---------- The data ----------

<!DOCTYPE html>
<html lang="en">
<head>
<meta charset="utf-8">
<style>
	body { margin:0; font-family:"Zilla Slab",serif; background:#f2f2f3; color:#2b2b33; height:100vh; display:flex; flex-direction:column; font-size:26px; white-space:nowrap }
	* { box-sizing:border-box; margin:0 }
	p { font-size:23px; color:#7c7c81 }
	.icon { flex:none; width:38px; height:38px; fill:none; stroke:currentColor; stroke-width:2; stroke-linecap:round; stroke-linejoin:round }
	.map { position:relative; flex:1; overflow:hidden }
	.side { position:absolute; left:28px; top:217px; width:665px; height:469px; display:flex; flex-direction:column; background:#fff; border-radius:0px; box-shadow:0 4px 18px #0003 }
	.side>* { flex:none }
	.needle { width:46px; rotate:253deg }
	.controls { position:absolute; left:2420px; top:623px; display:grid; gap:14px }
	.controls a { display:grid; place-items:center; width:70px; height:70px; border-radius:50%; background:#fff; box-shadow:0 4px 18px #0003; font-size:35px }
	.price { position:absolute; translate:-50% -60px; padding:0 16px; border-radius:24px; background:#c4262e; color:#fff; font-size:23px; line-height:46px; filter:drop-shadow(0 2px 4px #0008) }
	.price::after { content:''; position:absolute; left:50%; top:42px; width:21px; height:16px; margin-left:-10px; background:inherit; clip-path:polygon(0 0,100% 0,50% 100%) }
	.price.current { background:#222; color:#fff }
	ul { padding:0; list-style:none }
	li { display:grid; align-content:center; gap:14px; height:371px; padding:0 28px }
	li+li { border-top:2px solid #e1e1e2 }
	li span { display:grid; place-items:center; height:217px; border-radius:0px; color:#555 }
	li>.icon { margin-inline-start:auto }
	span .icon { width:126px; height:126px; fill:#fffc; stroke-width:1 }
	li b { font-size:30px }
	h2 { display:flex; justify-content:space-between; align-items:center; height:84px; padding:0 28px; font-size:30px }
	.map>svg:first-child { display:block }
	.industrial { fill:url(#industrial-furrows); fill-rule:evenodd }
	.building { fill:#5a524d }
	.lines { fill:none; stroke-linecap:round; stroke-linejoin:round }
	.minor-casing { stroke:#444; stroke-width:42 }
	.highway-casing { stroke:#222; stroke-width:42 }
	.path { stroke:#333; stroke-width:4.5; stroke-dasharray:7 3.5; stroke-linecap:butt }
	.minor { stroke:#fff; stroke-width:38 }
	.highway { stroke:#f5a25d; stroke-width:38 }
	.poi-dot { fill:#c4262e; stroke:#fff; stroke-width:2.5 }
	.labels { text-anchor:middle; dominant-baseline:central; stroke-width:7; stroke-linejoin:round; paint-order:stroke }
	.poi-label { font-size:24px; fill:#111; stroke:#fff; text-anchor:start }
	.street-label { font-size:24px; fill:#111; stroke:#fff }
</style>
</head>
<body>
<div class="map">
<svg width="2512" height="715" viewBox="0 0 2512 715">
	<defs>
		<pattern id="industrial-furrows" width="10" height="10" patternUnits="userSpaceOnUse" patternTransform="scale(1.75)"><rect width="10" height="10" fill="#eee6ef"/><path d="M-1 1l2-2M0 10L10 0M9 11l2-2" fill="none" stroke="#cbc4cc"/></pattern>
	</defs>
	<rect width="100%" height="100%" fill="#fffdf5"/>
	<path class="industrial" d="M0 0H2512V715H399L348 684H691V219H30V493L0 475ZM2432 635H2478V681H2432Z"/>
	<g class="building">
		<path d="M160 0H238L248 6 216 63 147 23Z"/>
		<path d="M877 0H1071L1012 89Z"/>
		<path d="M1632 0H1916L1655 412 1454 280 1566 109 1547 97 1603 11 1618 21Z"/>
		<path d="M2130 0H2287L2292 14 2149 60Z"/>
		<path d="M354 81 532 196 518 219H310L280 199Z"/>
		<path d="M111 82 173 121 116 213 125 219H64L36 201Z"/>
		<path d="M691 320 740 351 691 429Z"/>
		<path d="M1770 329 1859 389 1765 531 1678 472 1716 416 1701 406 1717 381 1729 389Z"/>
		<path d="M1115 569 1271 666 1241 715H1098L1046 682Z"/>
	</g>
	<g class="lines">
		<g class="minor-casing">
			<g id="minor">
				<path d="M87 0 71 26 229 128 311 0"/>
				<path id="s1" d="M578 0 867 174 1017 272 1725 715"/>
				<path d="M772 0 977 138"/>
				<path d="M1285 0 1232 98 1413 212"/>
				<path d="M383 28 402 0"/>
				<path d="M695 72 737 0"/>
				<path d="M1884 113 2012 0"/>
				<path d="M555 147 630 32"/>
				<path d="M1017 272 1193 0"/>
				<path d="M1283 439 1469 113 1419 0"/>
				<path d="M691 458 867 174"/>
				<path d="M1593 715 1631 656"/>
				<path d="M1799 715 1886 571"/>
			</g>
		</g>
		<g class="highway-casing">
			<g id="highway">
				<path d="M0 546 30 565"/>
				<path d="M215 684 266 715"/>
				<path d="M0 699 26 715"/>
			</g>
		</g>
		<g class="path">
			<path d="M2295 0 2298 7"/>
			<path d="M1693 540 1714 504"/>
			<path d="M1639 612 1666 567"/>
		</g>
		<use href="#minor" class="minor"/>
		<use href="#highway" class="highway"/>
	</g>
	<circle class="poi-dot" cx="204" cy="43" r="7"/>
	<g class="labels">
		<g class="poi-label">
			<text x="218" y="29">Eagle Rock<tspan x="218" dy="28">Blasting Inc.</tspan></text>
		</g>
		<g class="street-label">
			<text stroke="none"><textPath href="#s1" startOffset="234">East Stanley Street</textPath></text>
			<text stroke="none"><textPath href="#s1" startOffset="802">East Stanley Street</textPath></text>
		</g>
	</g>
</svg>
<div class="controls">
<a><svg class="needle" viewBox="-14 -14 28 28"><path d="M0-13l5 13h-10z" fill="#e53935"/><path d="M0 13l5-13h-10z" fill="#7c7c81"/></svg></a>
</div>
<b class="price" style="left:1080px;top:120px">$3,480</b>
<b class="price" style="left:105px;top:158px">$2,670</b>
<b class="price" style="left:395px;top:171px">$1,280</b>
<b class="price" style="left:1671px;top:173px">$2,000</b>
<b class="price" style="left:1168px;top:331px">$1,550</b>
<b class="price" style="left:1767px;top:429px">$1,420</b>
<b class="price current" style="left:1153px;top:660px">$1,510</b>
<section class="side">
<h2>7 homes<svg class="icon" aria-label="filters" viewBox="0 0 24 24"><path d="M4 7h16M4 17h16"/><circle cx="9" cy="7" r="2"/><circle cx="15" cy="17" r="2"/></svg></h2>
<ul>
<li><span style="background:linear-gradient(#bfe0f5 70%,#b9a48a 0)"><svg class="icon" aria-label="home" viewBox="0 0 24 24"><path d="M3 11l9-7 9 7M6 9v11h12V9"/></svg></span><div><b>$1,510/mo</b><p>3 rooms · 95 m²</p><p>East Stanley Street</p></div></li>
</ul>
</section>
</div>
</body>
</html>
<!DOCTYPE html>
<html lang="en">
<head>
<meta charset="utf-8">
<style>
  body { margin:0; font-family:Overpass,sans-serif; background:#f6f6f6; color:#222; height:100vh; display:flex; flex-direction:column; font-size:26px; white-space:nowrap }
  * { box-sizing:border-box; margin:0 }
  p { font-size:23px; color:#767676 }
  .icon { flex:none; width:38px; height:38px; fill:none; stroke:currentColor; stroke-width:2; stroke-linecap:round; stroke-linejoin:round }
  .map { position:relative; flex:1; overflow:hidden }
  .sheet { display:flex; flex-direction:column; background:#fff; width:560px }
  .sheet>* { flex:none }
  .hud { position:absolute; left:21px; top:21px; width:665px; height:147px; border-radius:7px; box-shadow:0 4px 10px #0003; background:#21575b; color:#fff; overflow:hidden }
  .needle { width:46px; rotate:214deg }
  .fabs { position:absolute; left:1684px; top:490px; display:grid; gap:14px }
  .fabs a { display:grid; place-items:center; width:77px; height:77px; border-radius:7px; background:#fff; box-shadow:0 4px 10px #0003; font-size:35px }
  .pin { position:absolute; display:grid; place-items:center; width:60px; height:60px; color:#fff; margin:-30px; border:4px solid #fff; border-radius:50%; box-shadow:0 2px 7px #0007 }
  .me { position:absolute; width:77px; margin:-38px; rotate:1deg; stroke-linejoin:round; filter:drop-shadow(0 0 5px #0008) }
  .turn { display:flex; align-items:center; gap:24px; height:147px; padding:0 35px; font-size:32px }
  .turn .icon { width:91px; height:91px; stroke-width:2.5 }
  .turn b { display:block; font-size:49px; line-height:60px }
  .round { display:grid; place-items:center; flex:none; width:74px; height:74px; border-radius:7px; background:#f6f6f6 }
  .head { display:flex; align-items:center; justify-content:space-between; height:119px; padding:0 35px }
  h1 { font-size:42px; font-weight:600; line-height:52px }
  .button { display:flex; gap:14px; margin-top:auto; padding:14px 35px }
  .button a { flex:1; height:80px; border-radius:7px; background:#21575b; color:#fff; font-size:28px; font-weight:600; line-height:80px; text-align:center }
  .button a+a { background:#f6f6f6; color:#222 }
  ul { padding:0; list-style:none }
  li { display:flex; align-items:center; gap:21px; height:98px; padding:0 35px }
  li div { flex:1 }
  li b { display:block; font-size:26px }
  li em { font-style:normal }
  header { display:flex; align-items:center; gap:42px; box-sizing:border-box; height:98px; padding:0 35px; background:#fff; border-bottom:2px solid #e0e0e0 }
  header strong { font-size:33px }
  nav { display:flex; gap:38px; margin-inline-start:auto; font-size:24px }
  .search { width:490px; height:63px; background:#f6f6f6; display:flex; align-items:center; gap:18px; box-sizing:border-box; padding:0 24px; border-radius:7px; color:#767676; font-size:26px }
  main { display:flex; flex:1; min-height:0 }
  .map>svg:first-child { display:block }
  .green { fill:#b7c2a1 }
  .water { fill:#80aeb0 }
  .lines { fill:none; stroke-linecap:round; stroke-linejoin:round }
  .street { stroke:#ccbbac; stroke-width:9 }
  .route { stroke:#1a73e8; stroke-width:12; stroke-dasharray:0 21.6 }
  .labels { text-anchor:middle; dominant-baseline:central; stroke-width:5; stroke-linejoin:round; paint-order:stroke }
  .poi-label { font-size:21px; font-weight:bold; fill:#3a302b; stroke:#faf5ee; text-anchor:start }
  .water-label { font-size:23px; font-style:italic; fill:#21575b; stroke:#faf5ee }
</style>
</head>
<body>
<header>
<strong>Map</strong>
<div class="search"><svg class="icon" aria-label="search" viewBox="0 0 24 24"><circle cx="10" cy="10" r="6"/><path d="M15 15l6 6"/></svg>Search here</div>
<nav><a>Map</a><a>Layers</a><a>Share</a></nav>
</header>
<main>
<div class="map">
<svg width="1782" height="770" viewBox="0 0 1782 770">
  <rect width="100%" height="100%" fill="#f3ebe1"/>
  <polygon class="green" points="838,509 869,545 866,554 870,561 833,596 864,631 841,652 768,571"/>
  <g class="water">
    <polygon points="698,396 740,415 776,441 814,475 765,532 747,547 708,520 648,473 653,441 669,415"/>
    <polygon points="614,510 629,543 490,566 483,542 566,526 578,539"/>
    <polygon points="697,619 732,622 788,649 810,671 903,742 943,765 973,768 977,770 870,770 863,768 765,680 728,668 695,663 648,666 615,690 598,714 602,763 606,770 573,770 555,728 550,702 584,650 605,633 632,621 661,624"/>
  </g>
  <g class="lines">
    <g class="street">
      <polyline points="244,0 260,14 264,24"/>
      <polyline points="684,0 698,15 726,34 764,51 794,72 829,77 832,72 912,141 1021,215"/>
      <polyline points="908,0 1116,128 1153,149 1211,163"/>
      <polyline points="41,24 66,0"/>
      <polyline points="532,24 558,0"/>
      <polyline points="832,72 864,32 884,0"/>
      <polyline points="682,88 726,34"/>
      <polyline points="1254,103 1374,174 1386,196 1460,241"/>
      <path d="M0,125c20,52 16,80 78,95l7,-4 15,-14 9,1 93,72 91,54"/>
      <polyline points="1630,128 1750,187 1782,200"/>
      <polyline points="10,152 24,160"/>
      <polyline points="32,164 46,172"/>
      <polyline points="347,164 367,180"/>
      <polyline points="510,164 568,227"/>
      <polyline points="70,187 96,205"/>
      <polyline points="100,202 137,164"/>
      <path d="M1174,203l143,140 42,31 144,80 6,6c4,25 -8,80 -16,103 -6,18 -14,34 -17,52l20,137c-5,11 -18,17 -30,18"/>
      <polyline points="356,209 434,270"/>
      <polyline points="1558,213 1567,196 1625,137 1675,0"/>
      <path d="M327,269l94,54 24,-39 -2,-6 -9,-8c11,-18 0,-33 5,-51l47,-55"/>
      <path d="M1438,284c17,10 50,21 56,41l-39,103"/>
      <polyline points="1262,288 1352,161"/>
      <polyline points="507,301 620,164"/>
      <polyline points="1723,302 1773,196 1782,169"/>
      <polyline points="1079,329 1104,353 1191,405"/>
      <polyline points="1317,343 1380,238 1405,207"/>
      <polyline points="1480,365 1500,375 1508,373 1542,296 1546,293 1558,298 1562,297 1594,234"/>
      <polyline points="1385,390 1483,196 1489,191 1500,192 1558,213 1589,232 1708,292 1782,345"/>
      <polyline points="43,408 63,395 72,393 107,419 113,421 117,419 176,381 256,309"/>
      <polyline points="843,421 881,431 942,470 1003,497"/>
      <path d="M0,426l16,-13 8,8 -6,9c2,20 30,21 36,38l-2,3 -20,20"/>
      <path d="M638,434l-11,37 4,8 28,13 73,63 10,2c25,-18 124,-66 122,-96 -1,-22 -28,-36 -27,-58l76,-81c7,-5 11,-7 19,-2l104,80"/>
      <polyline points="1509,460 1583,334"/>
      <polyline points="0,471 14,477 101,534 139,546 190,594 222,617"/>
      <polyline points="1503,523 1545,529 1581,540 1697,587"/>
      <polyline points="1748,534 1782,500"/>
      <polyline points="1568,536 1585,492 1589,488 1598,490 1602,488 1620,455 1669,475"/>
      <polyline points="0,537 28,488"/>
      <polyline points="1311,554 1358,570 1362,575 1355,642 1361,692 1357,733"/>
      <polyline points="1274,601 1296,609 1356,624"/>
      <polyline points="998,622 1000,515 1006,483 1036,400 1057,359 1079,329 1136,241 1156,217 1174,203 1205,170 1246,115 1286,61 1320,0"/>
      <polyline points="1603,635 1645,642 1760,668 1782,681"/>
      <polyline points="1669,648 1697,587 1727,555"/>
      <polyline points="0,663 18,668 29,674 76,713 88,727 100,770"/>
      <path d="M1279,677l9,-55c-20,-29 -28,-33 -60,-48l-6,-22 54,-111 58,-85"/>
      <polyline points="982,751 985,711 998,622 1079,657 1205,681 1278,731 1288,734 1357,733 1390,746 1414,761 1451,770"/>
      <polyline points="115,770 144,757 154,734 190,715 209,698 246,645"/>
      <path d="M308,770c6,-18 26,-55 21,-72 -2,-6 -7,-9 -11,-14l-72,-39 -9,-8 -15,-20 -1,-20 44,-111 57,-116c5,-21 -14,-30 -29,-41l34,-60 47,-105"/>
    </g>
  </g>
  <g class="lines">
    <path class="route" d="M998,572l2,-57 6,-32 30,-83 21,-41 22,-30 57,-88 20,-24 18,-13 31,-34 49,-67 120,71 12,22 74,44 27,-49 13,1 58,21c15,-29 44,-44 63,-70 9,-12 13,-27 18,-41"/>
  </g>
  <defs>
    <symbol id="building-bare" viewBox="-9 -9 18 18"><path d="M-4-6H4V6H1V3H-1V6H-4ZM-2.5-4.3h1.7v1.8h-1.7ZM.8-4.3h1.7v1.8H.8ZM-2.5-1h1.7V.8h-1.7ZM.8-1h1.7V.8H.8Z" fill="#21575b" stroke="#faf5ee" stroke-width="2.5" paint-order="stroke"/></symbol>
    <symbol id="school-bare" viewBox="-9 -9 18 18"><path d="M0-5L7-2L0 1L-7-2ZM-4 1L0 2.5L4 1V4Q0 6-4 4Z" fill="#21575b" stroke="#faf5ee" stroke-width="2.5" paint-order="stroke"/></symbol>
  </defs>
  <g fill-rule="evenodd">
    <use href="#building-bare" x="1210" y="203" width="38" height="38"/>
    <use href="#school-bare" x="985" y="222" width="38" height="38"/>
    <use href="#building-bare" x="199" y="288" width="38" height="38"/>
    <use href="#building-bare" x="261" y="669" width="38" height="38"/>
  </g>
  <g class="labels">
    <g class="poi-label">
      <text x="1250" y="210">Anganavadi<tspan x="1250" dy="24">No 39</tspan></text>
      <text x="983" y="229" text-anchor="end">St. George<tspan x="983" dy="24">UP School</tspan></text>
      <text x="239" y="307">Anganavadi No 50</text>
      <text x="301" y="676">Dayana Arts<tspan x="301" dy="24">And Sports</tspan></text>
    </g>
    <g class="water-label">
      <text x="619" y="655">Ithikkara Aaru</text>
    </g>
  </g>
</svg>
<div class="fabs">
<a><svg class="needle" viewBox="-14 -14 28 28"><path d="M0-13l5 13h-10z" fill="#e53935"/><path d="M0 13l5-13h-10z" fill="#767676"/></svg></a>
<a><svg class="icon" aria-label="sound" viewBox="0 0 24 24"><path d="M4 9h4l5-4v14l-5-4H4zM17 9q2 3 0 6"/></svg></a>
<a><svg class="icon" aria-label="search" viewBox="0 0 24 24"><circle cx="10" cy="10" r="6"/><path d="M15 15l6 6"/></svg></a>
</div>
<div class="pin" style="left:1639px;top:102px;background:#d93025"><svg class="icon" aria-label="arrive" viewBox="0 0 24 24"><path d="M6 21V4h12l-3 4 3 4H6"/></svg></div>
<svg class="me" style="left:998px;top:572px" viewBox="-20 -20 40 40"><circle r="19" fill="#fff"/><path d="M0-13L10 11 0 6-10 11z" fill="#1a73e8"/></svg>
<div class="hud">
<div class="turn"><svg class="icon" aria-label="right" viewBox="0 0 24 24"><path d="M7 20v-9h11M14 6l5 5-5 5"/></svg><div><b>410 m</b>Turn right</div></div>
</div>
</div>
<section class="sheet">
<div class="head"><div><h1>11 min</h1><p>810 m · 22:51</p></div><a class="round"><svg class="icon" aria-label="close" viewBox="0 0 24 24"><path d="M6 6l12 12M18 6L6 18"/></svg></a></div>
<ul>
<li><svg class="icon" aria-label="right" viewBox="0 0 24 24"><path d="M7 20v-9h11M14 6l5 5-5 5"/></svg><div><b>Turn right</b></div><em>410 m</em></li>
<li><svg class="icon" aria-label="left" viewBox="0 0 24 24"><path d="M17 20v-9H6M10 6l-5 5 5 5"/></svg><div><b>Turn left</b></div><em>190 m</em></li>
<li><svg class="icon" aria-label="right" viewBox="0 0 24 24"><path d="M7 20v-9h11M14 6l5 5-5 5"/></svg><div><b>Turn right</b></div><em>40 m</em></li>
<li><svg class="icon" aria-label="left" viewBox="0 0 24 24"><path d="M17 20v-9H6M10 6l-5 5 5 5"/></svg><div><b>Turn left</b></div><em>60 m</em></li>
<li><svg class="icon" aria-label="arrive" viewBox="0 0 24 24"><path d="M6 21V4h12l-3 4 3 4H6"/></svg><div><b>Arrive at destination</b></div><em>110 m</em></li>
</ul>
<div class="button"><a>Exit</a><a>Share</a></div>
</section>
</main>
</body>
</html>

----------

[Problem requirements]: Copy every line above that holds the word "controls".

[Response for this exercise]:
	.controls { position:absolute; left:2420px; top:623px; display:grid; gap:14px }
	.controls a { display:grid; place-items:center; width:70px; height:70px; border-radius:50%; background:#fff; box-shadow:0 4px 18px #0003; font-size:35px }
<div class="controls">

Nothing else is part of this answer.